Monday, December 22, 2008

I might post today

I just decided to try writing tasting notes (one again), and ended up stumbling across a lot of old posts that would be very helpful in the future. So, I'm going to try to post them, however rough they might be.

'06 Haiwan laotongzhi

I was curious how my puerh is aging, so I decided to try this one. It was a favorite last year

~1/4 leaves, rinse, 30s, 15s, forgot, forgot, and forgot (I didn't list)

The aroma of the leaves hasn't really changed. Still packs a good amount of campfire smoke, a slight citrus aroma, and a bit of a "green" aroma. Still smells pretty good.

First infusion: Medium mouthfeel. Citrus shows up first, and slowly fades to cigarette smoke. Menthol cigarettes? It has a strong menthol, cooling effect on the tongue. Finishes with a good amount of astringency, no meaningful aftertaste.

Second infusion: Bitter! I obviously lost my tolerance of sheng bitterness. Kinda like green/cirtus flavor, that becomes a menthol/smoky flavor.

Third infusion: I still have hopes that this will age well. I imagine the current menthol flavors will become camphor, and the smoke will make a more "masculine" tasting old pu. I just don't want to drink it again until it's well aged. :/

On the opposite side of the fennce: laotongzhi shu. I recently found that I still have some of this left from Salsero's second best teahouse. It was one of the first few shus I've tried that I actually liked

3 small chunks in a 100ml pot. long rinse, 30s, forgot, forgot, and forgot.

Dry leaf: I finally found the rubber! Everyone talked about it smelling like rubber, but I never noticed it until now.
Wet leaf: very malty, and only a bit of rubber.

First infusion: The liquor is fairly light for a shu. I can just barely see the bottom of the cup. Very smooth, but rubber covers the more pleasant maltiness.

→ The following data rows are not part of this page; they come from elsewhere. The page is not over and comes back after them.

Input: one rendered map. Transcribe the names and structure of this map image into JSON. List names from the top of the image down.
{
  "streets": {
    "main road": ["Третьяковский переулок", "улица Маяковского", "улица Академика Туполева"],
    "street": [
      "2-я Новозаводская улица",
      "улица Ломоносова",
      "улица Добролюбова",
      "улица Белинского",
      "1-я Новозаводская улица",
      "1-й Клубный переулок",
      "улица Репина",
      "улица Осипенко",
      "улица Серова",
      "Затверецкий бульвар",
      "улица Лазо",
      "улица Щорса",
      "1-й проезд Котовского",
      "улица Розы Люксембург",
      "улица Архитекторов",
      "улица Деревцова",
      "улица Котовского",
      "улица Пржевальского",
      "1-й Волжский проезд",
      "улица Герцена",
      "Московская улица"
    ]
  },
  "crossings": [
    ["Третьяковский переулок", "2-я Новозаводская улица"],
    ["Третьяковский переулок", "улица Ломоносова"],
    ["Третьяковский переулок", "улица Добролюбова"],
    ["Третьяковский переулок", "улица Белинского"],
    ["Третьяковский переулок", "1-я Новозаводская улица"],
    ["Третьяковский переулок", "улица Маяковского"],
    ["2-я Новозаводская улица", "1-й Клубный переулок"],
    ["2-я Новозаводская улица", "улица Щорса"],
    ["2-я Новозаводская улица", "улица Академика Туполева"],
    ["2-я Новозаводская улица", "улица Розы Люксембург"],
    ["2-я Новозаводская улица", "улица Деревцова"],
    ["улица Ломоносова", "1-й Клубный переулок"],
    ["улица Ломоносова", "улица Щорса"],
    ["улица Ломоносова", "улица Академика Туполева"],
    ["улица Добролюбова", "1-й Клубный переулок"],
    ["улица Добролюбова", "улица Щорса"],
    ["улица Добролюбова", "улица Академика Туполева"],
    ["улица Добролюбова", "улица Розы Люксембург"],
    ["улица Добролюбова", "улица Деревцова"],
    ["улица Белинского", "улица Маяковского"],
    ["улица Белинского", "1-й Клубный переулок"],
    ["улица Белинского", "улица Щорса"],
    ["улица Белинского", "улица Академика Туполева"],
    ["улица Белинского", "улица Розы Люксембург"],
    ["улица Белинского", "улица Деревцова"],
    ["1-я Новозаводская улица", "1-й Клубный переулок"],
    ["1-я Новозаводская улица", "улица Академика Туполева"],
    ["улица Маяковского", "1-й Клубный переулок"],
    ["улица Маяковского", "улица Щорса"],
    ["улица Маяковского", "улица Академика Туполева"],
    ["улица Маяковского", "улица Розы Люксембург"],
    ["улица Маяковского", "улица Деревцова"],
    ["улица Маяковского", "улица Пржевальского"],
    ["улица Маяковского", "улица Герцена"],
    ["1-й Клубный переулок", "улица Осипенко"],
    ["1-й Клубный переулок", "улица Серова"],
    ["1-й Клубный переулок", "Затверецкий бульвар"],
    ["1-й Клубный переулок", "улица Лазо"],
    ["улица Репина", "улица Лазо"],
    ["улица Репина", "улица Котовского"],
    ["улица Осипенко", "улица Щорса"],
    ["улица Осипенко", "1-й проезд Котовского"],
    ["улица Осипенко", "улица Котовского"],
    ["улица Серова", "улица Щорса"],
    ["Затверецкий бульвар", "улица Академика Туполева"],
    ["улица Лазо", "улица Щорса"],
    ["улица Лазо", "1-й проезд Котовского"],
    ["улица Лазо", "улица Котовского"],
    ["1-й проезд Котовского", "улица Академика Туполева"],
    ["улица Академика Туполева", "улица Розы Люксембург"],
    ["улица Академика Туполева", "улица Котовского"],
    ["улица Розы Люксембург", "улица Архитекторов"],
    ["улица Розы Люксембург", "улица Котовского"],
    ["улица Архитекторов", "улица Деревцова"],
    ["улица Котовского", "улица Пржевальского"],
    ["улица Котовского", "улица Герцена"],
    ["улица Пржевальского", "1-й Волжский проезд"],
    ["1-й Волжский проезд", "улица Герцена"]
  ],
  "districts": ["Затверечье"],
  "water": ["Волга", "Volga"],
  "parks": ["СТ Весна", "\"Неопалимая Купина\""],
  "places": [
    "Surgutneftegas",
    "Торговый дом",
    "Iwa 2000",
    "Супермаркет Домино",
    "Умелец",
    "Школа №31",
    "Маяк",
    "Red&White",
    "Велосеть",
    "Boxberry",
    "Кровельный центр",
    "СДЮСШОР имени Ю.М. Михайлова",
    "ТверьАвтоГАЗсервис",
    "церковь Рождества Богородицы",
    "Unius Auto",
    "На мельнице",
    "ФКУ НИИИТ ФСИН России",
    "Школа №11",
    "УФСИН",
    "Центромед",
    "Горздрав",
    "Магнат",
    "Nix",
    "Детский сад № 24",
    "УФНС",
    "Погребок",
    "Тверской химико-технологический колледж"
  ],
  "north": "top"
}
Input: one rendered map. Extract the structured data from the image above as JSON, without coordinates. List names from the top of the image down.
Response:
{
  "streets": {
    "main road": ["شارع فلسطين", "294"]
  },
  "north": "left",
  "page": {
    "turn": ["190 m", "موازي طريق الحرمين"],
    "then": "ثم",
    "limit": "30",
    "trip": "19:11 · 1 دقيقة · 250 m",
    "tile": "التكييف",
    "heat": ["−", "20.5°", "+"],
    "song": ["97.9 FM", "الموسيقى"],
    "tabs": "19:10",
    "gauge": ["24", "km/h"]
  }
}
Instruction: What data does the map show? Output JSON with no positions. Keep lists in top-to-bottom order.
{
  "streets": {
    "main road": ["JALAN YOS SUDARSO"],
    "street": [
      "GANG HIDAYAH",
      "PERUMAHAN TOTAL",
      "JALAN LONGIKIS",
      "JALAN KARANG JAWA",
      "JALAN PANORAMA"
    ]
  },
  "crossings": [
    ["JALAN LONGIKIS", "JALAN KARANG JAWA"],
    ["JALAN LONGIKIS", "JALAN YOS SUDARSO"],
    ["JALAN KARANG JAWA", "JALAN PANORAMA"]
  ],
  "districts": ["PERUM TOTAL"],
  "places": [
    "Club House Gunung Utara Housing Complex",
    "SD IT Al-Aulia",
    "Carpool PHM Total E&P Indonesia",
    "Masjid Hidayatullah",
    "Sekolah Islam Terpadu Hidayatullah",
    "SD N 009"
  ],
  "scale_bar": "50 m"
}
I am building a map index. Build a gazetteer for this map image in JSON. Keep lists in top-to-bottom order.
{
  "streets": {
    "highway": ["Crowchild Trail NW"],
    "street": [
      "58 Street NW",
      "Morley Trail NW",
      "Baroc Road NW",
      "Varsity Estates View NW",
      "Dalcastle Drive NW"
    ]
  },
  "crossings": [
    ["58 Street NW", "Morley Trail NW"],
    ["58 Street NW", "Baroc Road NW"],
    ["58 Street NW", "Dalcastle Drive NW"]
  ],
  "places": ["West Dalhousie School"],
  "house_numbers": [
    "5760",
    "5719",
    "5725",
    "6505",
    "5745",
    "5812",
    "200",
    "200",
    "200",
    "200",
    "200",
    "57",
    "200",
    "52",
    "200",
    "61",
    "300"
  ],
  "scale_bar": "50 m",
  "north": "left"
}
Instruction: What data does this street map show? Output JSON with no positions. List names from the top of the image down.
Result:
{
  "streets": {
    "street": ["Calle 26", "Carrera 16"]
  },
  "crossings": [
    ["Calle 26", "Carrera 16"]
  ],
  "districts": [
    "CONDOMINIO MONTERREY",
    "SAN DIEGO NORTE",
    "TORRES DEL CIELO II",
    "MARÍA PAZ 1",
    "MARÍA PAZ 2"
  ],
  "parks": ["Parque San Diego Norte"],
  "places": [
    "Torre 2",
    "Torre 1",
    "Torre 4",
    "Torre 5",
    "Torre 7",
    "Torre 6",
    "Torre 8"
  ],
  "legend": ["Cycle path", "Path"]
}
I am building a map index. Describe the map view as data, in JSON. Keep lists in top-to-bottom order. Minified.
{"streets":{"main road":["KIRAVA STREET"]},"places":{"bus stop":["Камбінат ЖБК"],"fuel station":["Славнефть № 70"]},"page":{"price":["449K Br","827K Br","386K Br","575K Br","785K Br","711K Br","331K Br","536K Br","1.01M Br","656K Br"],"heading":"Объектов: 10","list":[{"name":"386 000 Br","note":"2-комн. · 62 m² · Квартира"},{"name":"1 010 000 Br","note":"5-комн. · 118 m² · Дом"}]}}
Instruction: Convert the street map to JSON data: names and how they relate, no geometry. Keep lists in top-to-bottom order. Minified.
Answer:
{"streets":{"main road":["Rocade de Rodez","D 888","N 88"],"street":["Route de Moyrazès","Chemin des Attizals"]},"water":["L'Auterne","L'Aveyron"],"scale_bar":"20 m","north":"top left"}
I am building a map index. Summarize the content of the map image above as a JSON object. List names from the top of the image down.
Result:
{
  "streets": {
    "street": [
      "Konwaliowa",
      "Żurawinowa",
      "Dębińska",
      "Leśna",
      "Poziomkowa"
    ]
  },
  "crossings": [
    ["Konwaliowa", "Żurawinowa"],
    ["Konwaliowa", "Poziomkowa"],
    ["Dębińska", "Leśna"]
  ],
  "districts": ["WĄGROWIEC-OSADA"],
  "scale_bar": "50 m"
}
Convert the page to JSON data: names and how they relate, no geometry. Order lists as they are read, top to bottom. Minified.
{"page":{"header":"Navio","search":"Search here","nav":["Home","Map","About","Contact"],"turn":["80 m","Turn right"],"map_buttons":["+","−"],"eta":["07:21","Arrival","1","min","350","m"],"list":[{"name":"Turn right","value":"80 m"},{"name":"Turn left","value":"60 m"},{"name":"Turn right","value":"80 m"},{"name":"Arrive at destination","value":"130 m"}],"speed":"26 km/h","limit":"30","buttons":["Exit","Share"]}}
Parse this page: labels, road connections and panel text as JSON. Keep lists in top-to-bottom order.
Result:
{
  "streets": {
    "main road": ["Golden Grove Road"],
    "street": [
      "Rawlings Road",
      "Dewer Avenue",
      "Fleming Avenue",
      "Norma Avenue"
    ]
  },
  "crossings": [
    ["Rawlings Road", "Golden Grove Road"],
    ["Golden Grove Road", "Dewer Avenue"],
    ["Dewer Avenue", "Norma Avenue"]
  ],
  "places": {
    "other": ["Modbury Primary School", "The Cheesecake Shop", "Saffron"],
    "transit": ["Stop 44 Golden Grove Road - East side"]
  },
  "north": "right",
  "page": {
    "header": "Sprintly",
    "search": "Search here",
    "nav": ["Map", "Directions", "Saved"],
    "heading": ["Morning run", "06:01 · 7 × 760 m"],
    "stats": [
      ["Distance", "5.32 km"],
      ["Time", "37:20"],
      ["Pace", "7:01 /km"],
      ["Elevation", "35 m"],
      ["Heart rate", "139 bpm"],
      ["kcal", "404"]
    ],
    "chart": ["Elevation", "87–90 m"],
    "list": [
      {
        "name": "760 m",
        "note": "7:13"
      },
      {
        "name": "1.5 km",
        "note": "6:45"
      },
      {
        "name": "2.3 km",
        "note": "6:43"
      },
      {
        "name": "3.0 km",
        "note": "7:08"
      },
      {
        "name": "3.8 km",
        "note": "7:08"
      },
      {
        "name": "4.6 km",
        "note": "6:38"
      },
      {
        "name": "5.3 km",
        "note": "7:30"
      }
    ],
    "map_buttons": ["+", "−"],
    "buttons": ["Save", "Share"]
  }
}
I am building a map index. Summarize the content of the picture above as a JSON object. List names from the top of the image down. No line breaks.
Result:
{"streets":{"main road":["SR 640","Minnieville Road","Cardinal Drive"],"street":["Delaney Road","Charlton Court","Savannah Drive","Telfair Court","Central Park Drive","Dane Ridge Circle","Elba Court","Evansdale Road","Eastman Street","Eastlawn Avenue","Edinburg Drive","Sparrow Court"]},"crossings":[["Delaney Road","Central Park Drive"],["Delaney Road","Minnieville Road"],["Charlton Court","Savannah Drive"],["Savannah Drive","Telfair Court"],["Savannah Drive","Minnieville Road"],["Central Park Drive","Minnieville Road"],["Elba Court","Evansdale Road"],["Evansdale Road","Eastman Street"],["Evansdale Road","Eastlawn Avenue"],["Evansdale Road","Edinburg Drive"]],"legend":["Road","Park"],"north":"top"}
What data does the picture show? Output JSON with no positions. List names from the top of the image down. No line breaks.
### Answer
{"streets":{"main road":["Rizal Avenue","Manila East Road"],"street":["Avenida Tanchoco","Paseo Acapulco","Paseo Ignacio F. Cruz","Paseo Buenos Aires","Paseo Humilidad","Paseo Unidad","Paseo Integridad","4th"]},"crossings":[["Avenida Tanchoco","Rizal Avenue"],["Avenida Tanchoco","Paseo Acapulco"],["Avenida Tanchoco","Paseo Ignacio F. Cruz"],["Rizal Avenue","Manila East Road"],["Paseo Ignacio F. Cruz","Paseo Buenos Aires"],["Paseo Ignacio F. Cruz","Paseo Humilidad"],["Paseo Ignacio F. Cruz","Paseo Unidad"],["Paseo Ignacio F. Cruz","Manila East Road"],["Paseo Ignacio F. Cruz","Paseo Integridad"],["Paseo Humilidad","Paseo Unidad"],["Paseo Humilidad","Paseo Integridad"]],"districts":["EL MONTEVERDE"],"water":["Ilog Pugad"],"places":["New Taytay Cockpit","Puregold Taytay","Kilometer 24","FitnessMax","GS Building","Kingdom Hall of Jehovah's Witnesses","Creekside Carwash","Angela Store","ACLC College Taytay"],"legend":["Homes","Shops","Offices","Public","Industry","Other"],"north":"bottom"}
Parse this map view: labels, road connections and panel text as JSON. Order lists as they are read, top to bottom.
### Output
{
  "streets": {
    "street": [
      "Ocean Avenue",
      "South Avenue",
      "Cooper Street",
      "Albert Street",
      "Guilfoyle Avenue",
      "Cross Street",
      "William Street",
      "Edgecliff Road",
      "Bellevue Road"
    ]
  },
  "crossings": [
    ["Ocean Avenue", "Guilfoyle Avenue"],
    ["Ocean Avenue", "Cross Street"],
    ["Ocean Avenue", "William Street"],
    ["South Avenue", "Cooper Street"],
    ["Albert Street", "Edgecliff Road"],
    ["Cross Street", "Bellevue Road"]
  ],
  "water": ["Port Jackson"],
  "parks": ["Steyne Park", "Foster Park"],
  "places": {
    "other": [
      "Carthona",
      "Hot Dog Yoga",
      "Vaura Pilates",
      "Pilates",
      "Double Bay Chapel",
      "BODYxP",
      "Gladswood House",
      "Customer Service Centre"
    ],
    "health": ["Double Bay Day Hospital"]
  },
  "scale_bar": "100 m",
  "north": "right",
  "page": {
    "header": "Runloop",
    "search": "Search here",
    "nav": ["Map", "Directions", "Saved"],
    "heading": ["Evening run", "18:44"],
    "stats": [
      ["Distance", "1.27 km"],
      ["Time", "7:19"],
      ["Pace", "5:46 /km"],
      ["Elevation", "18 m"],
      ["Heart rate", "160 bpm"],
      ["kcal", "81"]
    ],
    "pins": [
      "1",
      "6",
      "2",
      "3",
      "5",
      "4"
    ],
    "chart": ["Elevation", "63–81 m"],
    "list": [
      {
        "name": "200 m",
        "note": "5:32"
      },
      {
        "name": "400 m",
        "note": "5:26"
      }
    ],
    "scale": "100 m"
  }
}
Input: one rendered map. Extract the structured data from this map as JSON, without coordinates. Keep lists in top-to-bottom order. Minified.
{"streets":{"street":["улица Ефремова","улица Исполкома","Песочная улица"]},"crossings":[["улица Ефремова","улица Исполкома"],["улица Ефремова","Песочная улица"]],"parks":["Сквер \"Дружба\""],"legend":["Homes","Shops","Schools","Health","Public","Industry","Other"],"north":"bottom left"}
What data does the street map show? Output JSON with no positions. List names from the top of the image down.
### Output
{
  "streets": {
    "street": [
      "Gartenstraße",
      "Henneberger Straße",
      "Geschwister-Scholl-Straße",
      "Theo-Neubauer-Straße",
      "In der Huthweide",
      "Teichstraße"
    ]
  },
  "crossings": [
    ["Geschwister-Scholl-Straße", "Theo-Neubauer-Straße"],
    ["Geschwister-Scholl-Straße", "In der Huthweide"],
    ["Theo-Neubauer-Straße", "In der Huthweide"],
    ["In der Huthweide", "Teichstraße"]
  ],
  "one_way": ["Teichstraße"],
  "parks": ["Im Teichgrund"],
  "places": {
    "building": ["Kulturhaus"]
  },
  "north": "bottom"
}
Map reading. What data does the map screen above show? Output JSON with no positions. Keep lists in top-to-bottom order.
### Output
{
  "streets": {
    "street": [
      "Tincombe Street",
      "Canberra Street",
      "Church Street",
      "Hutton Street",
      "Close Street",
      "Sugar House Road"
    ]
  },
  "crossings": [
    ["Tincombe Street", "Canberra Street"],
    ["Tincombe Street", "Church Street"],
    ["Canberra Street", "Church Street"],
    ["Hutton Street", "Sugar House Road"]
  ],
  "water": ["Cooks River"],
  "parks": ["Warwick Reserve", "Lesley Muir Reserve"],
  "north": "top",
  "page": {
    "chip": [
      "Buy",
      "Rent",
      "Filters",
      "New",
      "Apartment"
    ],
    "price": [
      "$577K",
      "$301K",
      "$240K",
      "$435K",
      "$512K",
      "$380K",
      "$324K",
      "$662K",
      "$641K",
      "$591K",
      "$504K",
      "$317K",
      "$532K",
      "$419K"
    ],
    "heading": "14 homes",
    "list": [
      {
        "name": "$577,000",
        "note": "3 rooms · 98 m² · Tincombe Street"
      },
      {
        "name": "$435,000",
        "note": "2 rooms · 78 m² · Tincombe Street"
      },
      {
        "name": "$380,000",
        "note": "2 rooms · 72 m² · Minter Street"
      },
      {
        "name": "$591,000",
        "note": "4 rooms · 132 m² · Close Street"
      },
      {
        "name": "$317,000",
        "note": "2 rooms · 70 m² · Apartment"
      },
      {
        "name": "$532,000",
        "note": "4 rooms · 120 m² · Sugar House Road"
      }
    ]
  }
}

Second infusion: A lot darker, but still light enough to have dark ruby edges. Tastes about the same as the first.

'05 Jinzhen "South of Cloud" shu


I guess it's time to start writing tasting notes now that I got my order from puerhshop today.

South of Cloud

5 grams of loose tea found in the wrapper in a 35cl mug. I brewed it loose in the mug.
The smell of the tea wasn't as sweet as other shus. The smell is more outdoorsy. Woody, dirt, possibly forest floor?

'04 Nanjian tuocha
4g in 8 cl pot. Rinse, 15s, 15s, 15s,
Dry leaf aroma: smoke, hay, vegetal.
Wet leaf aroma: smoke, hay, wood, vegetal. Doesn't seem like an additional year made any difference.
1: Maybe another year did make a difference. The '05 isn't very harsh, but this one is noticeably mellower than the '05. In terms of flavor, grape seems to be upfront. The smell of smoke from the leaves didn't make it into this infusion. It's mostly woody, vegetal, and slightly fruity (grape and berry).
2: Basically a stronger, harsher, cloudier version of the first. I'm assuming this has been stored in very dry conditions as it is very drying.
3: It's starting to show that it's entering the transitional period. [adolescent pu?]

Saturday, May 31, 2008

Aquarium charcoal (and other water tests)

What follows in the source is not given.